The amount of dye chemisorbed on H-TTIP-TiO2 film electrode was tested. Despite the fact that H-TTIP-TiO2 exhibited high surface area, its dye adsorption behavior was very poor. This can be explained by the small pore volume of H-TTIP-TiO2 (0.13 cm3/g) as shown in Table 1 which limits its dye adsorption ability.

The H-TTIE-TiO2 film prepared was composed mostly of spherical primary particles and some ellipse-like secondary particles. The use of TTIP precursor to react with different solvent and reactant will change the rate of hydrolysis and primary particle growth [33]. In other words, the primary and secondary particle size, surface morphology, composition, and porosity of TiO2 will be influenced by the concentration and type of precursor used.

Figure 10 shows photocurrent voltage characteristics of the cell made from various TiO2 calcined at 500°C for 0.5 h. It is noted that the resistance of ITO conducting glass after calcination was increased to about 85~110 Ω. This will cause a big impact on the efficiency of the solar cell since ITO functions to transfer electrons that are photogenerated from dye-incorporated TiO2. From Table 2, it is obvious that the solar cell made from TTIP-TiO2 thin film produces the largest short-circuit current (Jsc).

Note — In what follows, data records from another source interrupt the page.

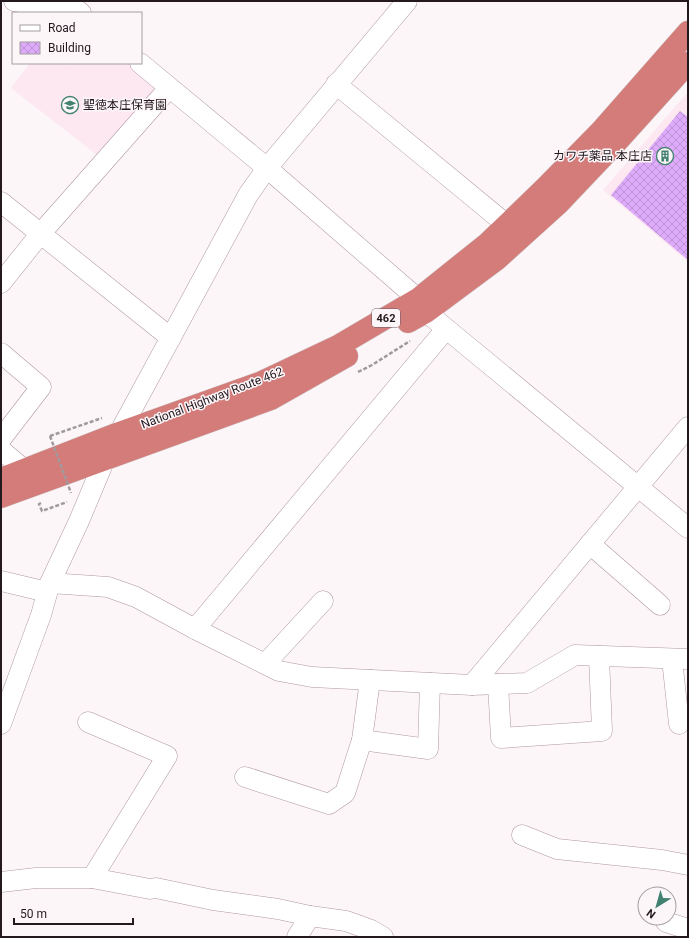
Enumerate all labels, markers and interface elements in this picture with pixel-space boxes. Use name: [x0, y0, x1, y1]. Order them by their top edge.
legend: [12, 12, 142, 64]
text: Road: [48, 21, 76, 35]
text: Building: [48, 41, 91, 55]
school or university icon: 聖徳本庄保育園: [60, 95, 80, 115]
place label: 聖徳本庄保育園: [83, 98, 167, 112]
building icon: カワチ薬品 本庄店: [655, 146, 675, 166]
place label: カワチ薬品 本庄店: [553, 149, 652, 163]
road number: 462: [372, 309, 400, 327]
street label: National Highway Route 462: [139, 364, 285, 432]
north arrow: [637, 886, 677, 926]
scale bar: [14, 900, 133, 926]
text: N: [644, 906, 658, 921]
text: 50 m: [20, 907, 47, 921]

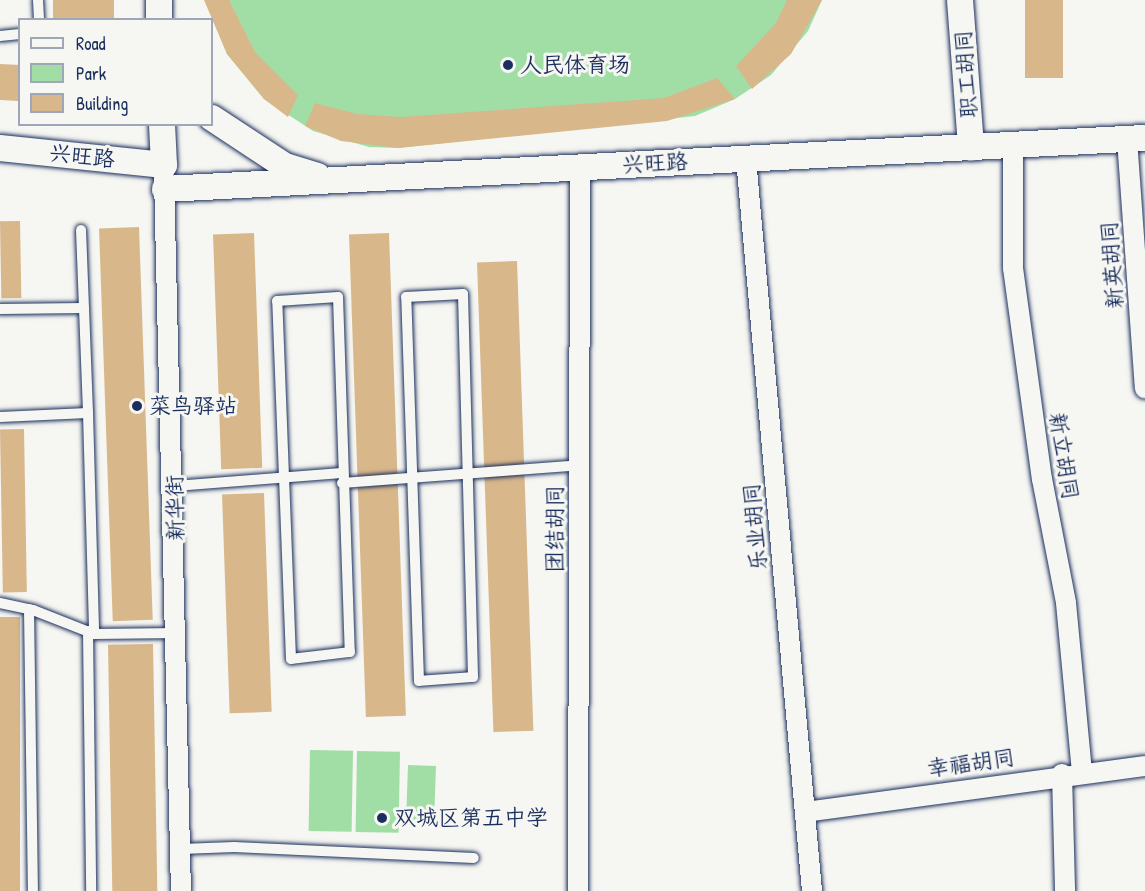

High photocurrent could be generally related to high surface area, which results in an increase in the amount of dye adsorbed if the film thickness and light irradiation intensity were kept constant. It might also be due to the presence of more anatase TiO2, which facilitates the electron transport [34]. This can be explained by the large pore size and high surface area of TTIP-TiO2 electrode as revealed by SEM and BET analyses. In Tanaka’s study, as the titania particle gets bigger, the chance of electron/hole recombination gets lower [35]. The cell performance depends on the thickness of the TiO2 film. Therefore, we have made a double-layer TTIP-TiO2 thin film electrode that has a thickness of 16 μm [4]. By incorporating this double-layer electrode into a solar cell, a photoconversion efficiency as high as 6.03% can be reached. The sufficient film thickness will create large pore size and enough space which allow more redox electrolyte to diffuse into the film.

TiCl4-TiO2 shows the highest surface area; however, its solar energy conversion efficiency is only 0.99% with low Jsc of 2.13 mA/cm2. It is attributed to the poor adhesion of TiO2 on ITO glass observed. The pH of TiCl4-TiO2 paste is around 1~2, which might cause a corrosion problem on ITO conducting glass. Furthermore, TiCl4-TiO2 film showed poor adhesion when immersed in the iodine electrolyte after calcination. Although TiCl4-TiO2 showed poor performance, it displayed nanotube-like structure. If the adhesion problem can be eliminated, low-cost and high-efficiency solar cell may be fabricated.

4. Conclusion

In this study, various TiO2 pastes were prepared with different precursors and acids. There are many factors that will influence the performance of DSSC, for instance, the nature of dye, semiconductor electrode, and activity of redox electrolyte, and so forth. In DSSC, TiO2 is the key component in determining the device efficiency. TiO2 prepared by sol-gel and hydrothermal method has the advantage of tuning its composition, particle size, and pore size distribution. The criteria of making an effective TiO2 working electrode include high surface area, appropriate band gap, and good adhesion [36]. TiO2 working electrode having high anatase content can facilitate electron transport due to its superior conductivity [34]. It is essential to increase the surface area of TiO2 nanoparticles in order to increase the amount of dye adsorbed. In this study, a double-layer TTIP-TiO2 working electrode with a thickness of 16 μm has been presented. The solar cell incorporating such double-layer working electrode has demonstrated a photoconversion efficiency as high as 6.03%.